When Mr. Gurdjieff told Ouspensky it was necessary to make a conscious effort at the moment an impression is received (In Search of the Miraculous, page 188) he was referring specifically to placing the attention within the organism at the point where the "receivers of vibration" receive the impressions. This is a point of work that every serious student must eventually turn themself to.
The transformation of the "water" of life--the inward flow of impressions into the vessel -- into "wine" eventually takes place if and when the attention is present at the point where impressions are received.

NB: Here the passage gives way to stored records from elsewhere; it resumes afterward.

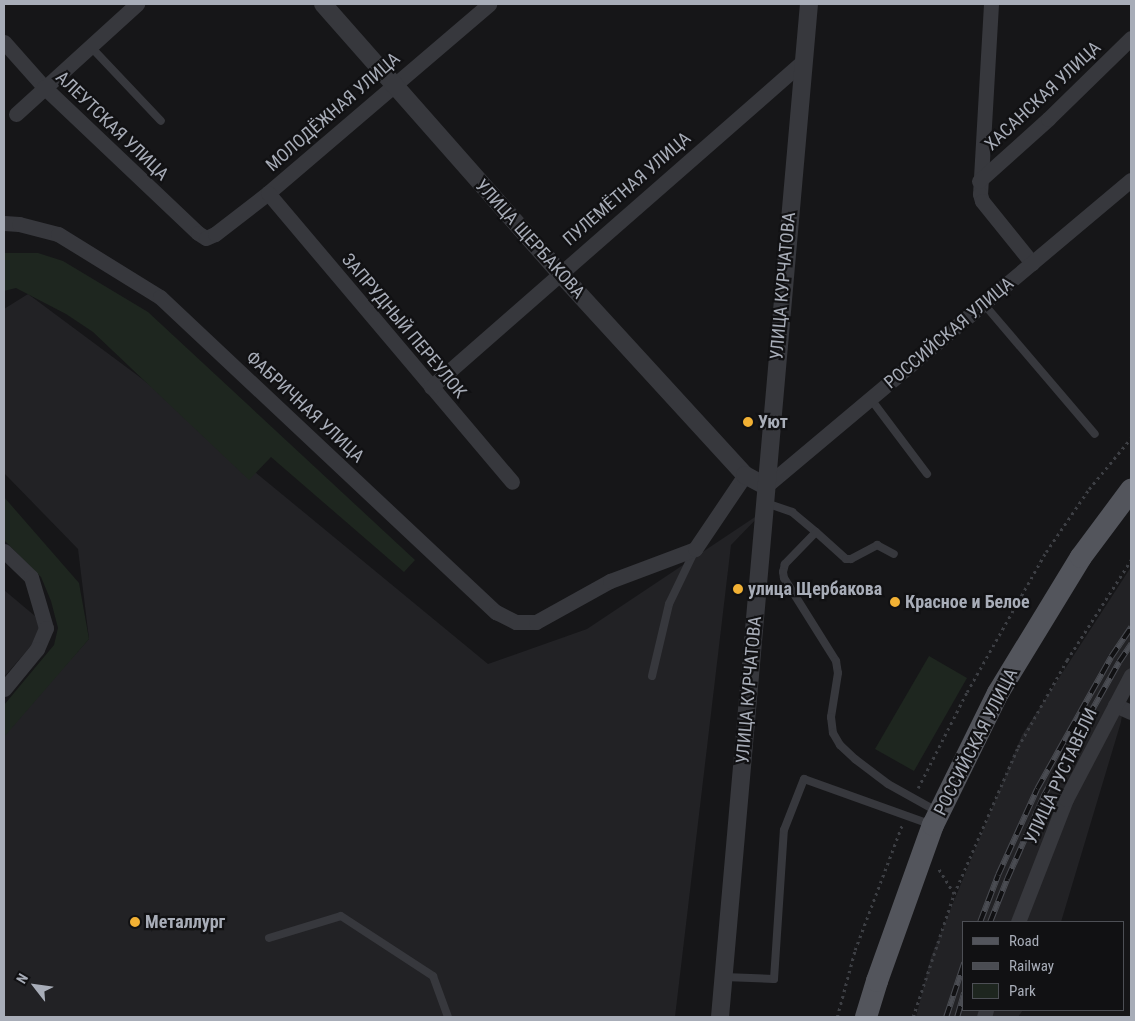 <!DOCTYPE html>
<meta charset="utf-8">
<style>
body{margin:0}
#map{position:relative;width:1135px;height:1021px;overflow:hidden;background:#161618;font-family:"Roboto Condensed",sans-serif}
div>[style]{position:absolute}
.built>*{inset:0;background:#222225}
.green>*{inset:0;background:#1e261f}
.path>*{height:2.5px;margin-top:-1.25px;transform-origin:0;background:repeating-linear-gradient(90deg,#3d3f44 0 2.5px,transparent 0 6.5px)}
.service>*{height:8px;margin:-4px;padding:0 4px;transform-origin:4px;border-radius:4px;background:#37383d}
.minor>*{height:15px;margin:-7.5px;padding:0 7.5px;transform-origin:7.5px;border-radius:7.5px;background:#37383d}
.tertiary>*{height:18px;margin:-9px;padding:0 9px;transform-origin:9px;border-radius:9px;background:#37383d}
.primary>*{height:22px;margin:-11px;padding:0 11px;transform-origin:11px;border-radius:11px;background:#53555c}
.rail>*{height:5.5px;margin-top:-2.75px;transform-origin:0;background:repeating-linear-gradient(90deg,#111113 0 11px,#4a4c52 0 22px);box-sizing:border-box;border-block:1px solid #4a4c52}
.dots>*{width:14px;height:14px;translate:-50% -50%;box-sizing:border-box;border:2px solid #111113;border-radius:50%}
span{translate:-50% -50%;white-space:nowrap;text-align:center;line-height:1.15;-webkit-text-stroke:4.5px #111113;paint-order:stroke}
.street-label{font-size:18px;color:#a8adb8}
.poi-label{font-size:18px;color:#a8adb8;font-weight:700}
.left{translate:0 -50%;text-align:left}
.frame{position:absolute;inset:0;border:5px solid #a8adb8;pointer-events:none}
.legend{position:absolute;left:962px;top:921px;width:162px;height:90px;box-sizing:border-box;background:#111113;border:1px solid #4d4f55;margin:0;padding:6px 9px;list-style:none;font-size:15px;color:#a8adb8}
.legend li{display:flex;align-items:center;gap:10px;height:25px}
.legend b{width:25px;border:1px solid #4d4f55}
.north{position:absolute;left:10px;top:961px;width:50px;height:50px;-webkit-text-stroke:4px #111113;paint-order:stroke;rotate:300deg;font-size:14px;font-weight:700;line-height:20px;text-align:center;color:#a8adb8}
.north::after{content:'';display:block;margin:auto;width:18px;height:22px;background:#a8adb8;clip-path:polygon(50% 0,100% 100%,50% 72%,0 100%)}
</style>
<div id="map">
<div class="built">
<div style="clip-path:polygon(28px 294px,141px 378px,488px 664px,587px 629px,764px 511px,731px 545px,675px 1017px,4px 1017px,4px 734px,89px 639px,78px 549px,4px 473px,4px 309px)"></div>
<div style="clip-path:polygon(1131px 567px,1131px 675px,1126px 684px,1121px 722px,1061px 922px,964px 922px,964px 1010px,1023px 1010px,1018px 1017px,916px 1017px,931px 957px,1022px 735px)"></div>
<div style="clip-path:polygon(4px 590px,35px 616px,39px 627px,37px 639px,4px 677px)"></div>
</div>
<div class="green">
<div style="clip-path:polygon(4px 253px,38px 253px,63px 261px,148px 312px,415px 560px,404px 572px,271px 457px,249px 480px,93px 332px,66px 314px,16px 288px,4px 291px)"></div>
<div style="clip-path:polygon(4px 497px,79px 583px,89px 639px,4px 737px,4px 705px,54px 645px,58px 628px,51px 601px,41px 577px,4px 540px)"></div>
<div style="clip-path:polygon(929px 656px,967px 678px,914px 771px,875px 749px)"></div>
</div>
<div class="path">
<div style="left:918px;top:788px;width:108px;rotate:-63deg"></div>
<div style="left:967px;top:692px;width:161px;rotate:-60.6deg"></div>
<div style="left:1046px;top:552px;width:76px;rotate:-55.7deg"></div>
<div style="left:1089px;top:489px;width:66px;rotate:-50.5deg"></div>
<div style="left:954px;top:894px;width:160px;rotate:-66.5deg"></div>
<div style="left:1018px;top:747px;width:100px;rotate:-60.6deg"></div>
<div style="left:1067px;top:660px;width:119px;rotate:-57.4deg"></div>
<div style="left:837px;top:1017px;width:69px;rotate:-75deg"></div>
<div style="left:855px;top:950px;width:134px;rotate:-69.4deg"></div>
<div style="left:913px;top:1017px;width:130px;rotate:-71.6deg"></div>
<div style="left:954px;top:894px;width:31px;rotate:-122deg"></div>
</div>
<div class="service">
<div style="left:90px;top:46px;width:103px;rotate:46.6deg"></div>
<div style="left:983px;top:303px;width:172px;rotate:49.5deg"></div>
<div style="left:870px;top:398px;width:95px;rotate:53.1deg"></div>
<div style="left:766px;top:503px;width:28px;rotate:19deg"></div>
<div style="left:792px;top:512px;width:31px;rotate:40deg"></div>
<div style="left:816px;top:532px;width:45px;rotate:134.1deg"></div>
<div style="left:785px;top:564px;width:8px;rotate:104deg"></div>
<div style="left:783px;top:572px;width:6px;rotate:81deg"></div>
<div style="left:784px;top:578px;width:98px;rotate:57.9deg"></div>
<div style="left:836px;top:661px;width:12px;rotate:81deg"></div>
<div style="left:838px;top:673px;width:45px;rotate:99deg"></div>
<div style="left:831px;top:717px;width:16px;rotate:83deg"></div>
<div style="left:833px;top:733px;width:14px;rotate:60deg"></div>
<div style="left:840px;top:745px;width:21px;rotate:43deg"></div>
<div style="left:855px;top:759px;width:41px;rotate:37.1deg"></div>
<div style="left:888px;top:784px;width:57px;rotate:29.2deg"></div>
<div style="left:816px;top:532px;width:40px;rotate:42deg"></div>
<div style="left:846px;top:559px;width:5px"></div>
<div style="left:851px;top:559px;width:30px;rotate:-28deg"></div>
<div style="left:877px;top:545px;width:19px;rotate:28deg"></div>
<div style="left:652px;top:676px;width:74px;rotate:-76.7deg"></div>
<div style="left:669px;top:604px;width:60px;rotate:-64.3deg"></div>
<div style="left:269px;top:938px;width:75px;rotate:-17deg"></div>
<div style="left:341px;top:916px;width:110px;rotate:33.1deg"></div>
<div style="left:433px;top:976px;width:44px;rotate:69.9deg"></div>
<div style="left:724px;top:977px;width:50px;rotate:2.3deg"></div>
<div style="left:774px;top:979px;width:149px;rotate:-86.2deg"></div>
<div style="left:784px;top:830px;width:55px;rotate:-68.6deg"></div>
<div style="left:804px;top:779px;width:134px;rotate:19.7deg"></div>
</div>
<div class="minor">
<div style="left:991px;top:4px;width:190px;rotate:93.3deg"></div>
<div style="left:980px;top:194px;width:7px;rotate:74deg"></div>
<div style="left:982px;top:201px;width:80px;rotate:51.1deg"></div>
<div style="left:4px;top:42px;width:60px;rotate:48.4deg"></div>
<div style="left:44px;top:87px;width:212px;rotate:43.5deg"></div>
<div style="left:198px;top:233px;width:9px;rotate:32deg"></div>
<div style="left:206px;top:238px;width:10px;rotate:-24deg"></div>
<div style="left:215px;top:234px;width:67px;rotate:-37.7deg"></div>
<div style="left:268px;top:193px;width:291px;rotate:-40.5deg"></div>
<div style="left:16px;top:114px;width:164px;rotate:-42.3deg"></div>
<div style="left:979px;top:181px;width:93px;rotate:-41.9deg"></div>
<div style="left:1048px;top:119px;width:116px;rotate:-44.3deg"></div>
<div style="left:268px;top:193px;width:378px;rotate:49.8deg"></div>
<div style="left:4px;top:223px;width:15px;rotate:4deg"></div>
<div style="left:19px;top:224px;width:40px;rotate:14.4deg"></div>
<div style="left:58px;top:234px;width:120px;rotate:31.7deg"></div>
<div style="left:160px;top:297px;width:461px;rotate:43.2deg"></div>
<div style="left:496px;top:612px;width:22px;rotate:27deg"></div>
<div style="left:516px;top:622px;width:20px"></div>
<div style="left:536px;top:622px;width:85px;rotate:-29deg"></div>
<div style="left:610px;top:581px;width:91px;rotate:-20.6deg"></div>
<div style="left:695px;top:549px;width:89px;rotate:-56deg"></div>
<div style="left:431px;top:387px;width:495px;rotate:-41.2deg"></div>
<div style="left:766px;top:486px;width:476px;rotate:-40deg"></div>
<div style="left:4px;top:551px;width:37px;rotate:44deg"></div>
<div style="left:31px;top:577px;width:53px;rotate:73.6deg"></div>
<div style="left:46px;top:628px;width:23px;rotate:113deg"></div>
<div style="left:37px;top:649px;width:52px;rotate:129.5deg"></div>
<div style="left:1115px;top:705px;width:17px;rotate:24deg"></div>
<div style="left:1018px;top:922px;width:132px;rotate:-68.7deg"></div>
<div style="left:1066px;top:799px;width:140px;rotate:-62.3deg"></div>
<div style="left:984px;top:1017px;width:7px;rotate:-74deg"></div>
</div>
<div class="tertiary">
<div style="left:323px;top:4px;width:357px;rotate:48.6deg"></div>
<div style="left:559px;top:272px;width:275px;rotate:47.5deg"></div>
<div style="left:745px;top:475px;width:24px;rotate:28deg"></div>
<div style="left:720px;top:1017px;width:1017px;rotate:-84.98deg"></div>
</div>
<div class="primary">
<div style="left:866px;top:1017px;width:38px;rotate:-73deg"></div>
<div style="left:877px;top:981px;width:166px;rotate:-70.3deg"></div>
<div style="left:933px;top:825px;width:147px;rotate:-63.8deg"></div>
<div style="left:998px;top:693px;width:159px;rotate:-58.6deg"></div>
<div style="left:1081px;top:557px;width:84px;rotate:-53.3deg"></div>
</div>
<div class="rail">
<div style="left:980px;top:922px;width:50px;rotate:-69deg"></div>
<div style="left:998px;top:875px;width:94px;rotate:-65.6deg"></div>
<div style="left:1037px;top:789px;width:151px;rotate:-60.7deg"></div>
<div style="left:1111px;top:657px;width:36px;rotate:-56deg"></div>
<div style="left:990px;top:922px;width:46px;rotate:-68.4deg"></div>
<div style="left:1007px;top:879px;width:94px;rotate:-66.2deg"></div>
<div style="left:1045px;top:793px;width:150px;rotate:-60.5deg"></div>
<div style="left:1119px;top:662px;width:22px;rotate:-56deg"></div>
<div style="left:946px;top:1017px;width:57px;rotate:-71.6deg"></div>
<div style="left:957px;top:1017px;width:25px;rotate:-74deg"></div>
</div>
<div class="dots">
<div style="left:748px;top:422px;background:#f2b134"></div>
<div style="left:738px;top:589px;background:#f2b134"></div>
<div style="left:895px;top:602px;background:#f2b134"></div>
<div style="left:135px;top:922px;background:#f2b134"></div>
</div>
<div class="street-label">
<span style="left:1043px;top:96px;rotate:-43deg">ХАСАНСКАЯ УЛИЦА</span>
<span style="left:333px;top:112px;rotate:-41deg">МОЛОДЁЖНАЯ УЛИЦА</span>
<span style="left:112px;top:126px;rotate:44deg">АЛЕУТСКАЯ УЛИЦА</span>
<span style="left:627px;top:189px;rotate:-41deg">ПУЛЕМЁТНАЯ УЛИЦА</span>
<span style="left:530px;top:239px;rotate:48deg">УЛИЦА ЩЕРБАКОВА</span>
<span style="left:783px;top:286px;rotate:-85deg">УЛИЦА КУРЧАТОВА</span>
<span style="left:404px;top:326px;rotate:50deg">ЗАПРУДНЫЙ ПЕРЕУЛОК</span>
<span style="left:949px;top:333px;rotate:-40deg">РОССИЙСКАЯ УЛИЦА</span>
<span style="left:305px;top:407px;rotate:43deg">ФАБРИЧНАЯ УЛИЦА</span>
<span style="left:749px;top:690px;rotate:-85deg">УЛИЦА КУРЧАТОВА</span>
<span style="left:976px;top:742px;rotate:-63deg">РОССИЙСКАЯ УЛИЦА</span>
<span style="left:1061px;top:776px;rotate:-65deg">УЛИЦА РУСТАВЕЛИ</span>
</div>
<div class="poi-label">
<span class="left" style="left:758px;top:422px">Уют</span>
<span class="left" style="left:748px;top:589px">улица Щербакова</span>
<span class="left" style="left:905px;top:602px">Красное и Белое</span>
<span class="left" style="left:145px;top:922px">Металлург</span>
</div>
<div class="frame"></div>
<ul class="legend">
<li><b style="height:6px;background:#53555c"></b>Road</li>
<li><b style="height:6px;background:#4a4c52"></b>Railway</li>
<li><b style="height:14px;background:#1e261f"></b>Park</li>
</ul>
<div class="north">N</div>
</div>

This is the moment where what Gurdjieff calls conscious effort can make a major change in the quality of what is received and what it produces.
Of course, all of this, when transmitted by the "technology" we use today -- which consists, in this case, of written words, and electronic transmission devices -- amounts to nothing more than intellectual analysis. It is up to us to dispense with the analysis and the intellectualism, and to become much more sensitive and attentive to the actual work of the organism.
In Dharma Hall discourse 350, "Deepen Intimacy with Self and Others," Dogen says,
"Pleaser cherish your skin, flesh, bones, and marrow.
Knowing each other, intimate friends grow even more intimate.
When someone asks the meaning of coming from the west,
Bodhidharma faces the wall for nine years,
abiding at Shaolin."
(Eihei Koroku, translated by Taigen Dan Leighton and Shohaku Okumura, Wisdom Publications 2004)
The practice of inner intimacy is, in other words, a rigorous one. It is a search conducted from within a mystery, to discover a mystery.
We can, however, take heart.
Bees may dance in the darkness, but as they offer their experience to one another, it leads them together into the light, where the nectar is rich.
May our hearts be open, and our prayers be heard.